> _Data items_

*-*-*

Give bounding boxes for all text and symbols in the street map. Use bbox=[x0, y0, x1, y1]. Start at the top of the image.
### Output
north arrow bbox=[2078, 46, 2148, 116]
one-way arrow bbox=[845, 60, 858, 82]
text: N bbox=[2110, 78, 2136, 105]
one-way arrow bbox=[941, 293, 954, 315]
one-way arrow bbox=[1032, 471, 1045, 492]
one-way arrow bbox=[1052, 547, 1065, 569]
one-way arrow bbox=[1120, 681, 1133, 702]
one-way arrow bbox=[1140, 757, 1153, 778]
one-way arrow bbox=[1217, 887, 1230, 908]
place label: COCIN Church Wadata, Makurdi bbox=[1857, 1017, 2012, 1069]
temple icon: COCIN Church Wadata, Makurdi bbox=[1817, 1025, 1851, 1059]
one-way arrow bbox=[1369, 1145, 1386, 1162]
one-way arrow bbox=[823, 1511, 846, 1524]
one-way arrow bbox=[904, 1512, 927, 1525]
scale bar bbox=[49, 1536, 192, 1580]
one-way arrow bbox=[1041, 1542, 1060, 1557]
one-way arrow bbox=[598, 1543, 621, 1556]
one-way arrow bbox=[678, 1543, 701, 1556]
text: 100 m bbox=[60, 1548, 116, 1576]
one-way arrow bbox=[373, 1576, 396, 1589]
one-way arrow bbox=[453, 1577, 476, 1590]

*-*-*

> _PROBLEM STATEMENT_
Each record above, in full: retype it verbatim.

> _SOLUTION TO THE EXERCISE_
Give bounding boxes for all text and symbols in the street map. Use bbox=[x0, y0, x1, y1]. Start at the top of the image.
### Output
north arrow bbox=[2078, 46, 2148, 116]
one-way arrow bbox=[845, 60, 858, 82]
text: N bbox=[2110, 78, 2136, 105]
one-way arrow bbox=[941, 293, 954, 315]
one-way arrow bbox=[1032, 471, 1045, 492]
one-way arrow bbox=[1052, 547, 1065, 569]
one-way arrow bbox=[1120, 681, 1133, 702]
one-way arrow bbox=[1140, 757, 1153, 778]
one-way arrow bbox=[1217, 887, 1230, 908]
place label: COCIN Church Wadata, Makurdi bbox=[1857, 1017, 2012, 1069]
temple icon: COCIN Church Wadata, Makurdi bbox=[1817, 1025, 1851, 1059]
one-way arrow bbox=[1369, 1145, 1386, 1162]
one-way arrow bbox=[823, 1511, 846, 1524]
one-way arrow bbox=[904, 1512, 927, 1525]
scale bar bbox=[49, 1536, 192, 1580]
one-way arrow bbox=[1041, 1542, 1060, 1557]
one-way arrow bbox=[598, 1543, 621, 1556]
one-way arrow bbox=[678, 1543, 701, 1556]
text: 100 m bbox=[60, 1548, 116, 1576]
one-way arrow bbox=[373, 1576, 396, 1589]
one-way arrow bbox=[453, 1577, 476, 1590]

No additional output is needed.